[Congressional Record Volume 140, Number 133 (Wednesday, September 21, 1994)]
[Extensions of Remarks]
[Page E]
From the Congressional Record Online through the Government Printing Office [www.gpo.gov]


[Congressional Record: September 21, 1994]



               SIKH LEADERS HARASSED BY INDIAN GOVERNMENT

                                 ______


                            HON. DAN BURTON

                               of indiana

                    in the house of representatives

                     Wednesday, September 21, 1994

  Mr. BURTON of Indiana. Mr. Speaker, the Government of India has 
struck another blow against democratic principles. They have charged 
former Member of Parliament Simranjit Singh Mann under the oppressive 
Terrorist and Disruptive Activities Act [TADA]. Under TADA, anyone can 
be detained by Indian security forces for up to 2 years without any 
charges being filed.
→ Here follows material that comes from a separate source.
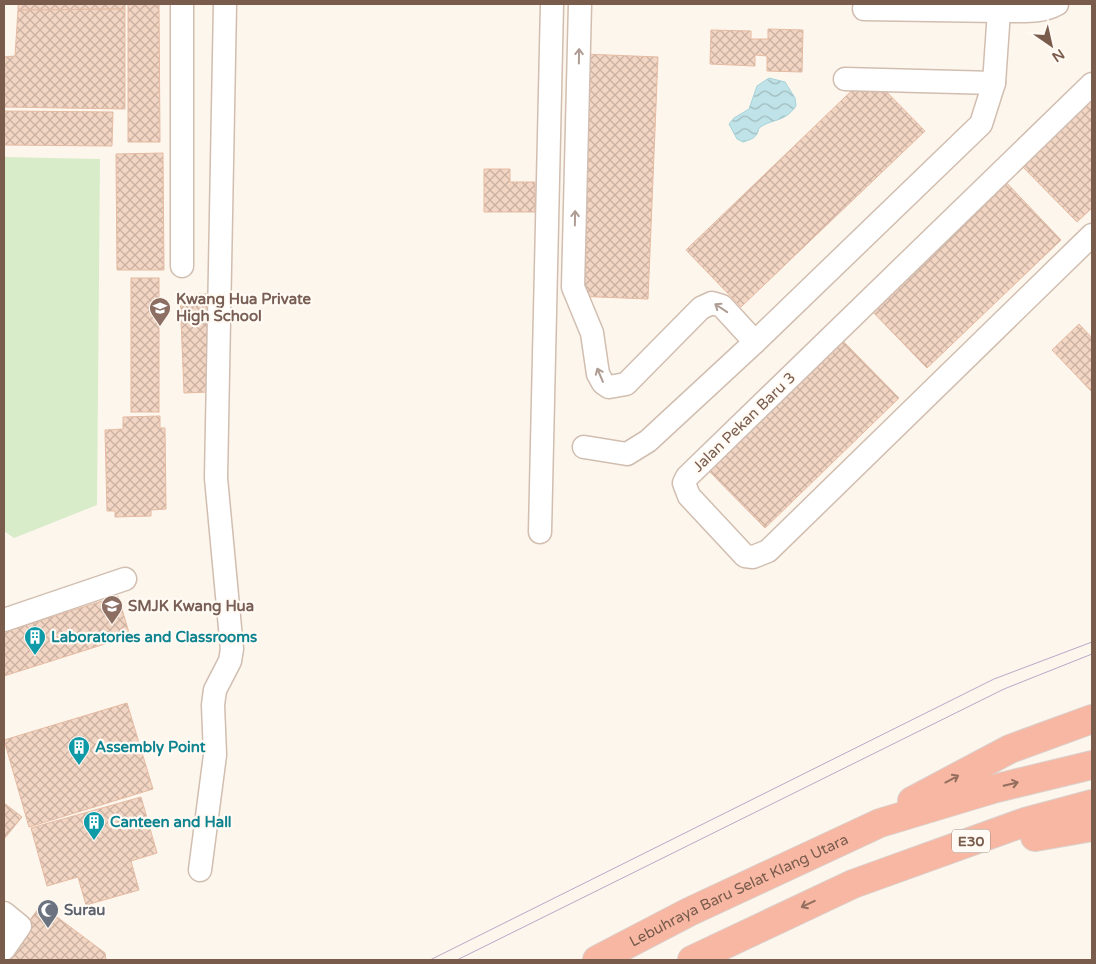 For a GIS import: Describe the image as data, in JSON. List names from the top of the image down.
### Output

According to Asia Watch, ``TADA reverses the 
presumption of innocence, placing the burden on the accused to prove he 
is not guilty. This violates every international human rights 
standard.''
  As if this wasn't bad enough, the government has forcibly prevented 
the President of the Punjab Human Rights Organization, Ajit Singh 
Bains, from leaving the country to speak at a conference in London. A 
retired high court justice, Justice Bains was detained at the final 
security checkpoint because his name appeared on an official Home 
Ministry list of people forbidden to leave the country. Justice Bains, 
like Mr. Mann, is a proponent of a peaceful movement to achieve 
independence for Khalistan.
  Many of us remember Justice Bain's eloquent testimony before the 
Congressional Human Rights Caucus 3 years ago. He detailed brutal 
abuses of the most basic liberties by Indian security forces in 
Khalistan. Why would the world's largest democracy prohibit a 
distinguished former judge from traveling abroad to speak about human 
rights? Does a legitimate democracy maintain lists of people who are 
prohibited to leave the country because of their advocacy of peaceful 
change? Prohibiting people from traveling and seizing their passports 
solely because of their political views is a serious violation of 
widely recognized human rights standards.
  The U.S. Congress is well aware of the struggle of the Sikh people 
for freedom and democracy. When Mr. Mann spoke at a Sikh temple in 
support of a peaceful movement to achieve freedom for Khalistan, he 
exercised what we here would consider his legitimate right to free 
speech. But no such right exists for Sikhs or Kashmiris in India. For 
advocating a peaceful movement for Sikh freedom, Mr. Mann has been 
charged with terrorism.
  Mr. Mann's case is not unusual. Neither is that of Justice Bains. 
Indian forces have killed, by some estimates, several hundred thousand 
Sikhs in Punjab, Christians in Nagaland, and Muslims in Kashmir. A 
recent report from Human Rights Watch/Asia states that the Indian 
regime has set up at least 200 torture centers throughout Punjab, 
Khalistan. One police officer says that, ``torture is used routinely. 
During my five years with the Punjab police, I estimate that 4,000 to 
5,000 were tortured at my police station alone.'' Another police 
officer says, ``Without exception, any person who is detained at the 
police station is tortured.'' Sikhs who die of torture are routinely 
listed as having died in a fake ``encounter'' with the police. 
According to the report, these staged ``encounters'' account for most 
of the killings there.
  Mr. Speaker, the Indian Government must clean up its act and stop the 
atrocities. The charges against Mr. Mann should be dropped, and both 
Mr. Mann and Justice Bains should be allowed to travel freely.
  It is time for the administration to place sanctions on India. This 
Congress must pass H.R. 1519, which will cut off India's development 
aid until human rights are respected. We must also pass House 
Concurrent Resolution 134, which calls for a free and fair vote to 
determine the future of Khalistan. In addition, Congress must approve 
House Resolution 144, calling for a free and fair plebiscite in 
Kashmir.
  I ask unanimous consent to include in the Record a number of articles 
detailing recent human rights abuses in India.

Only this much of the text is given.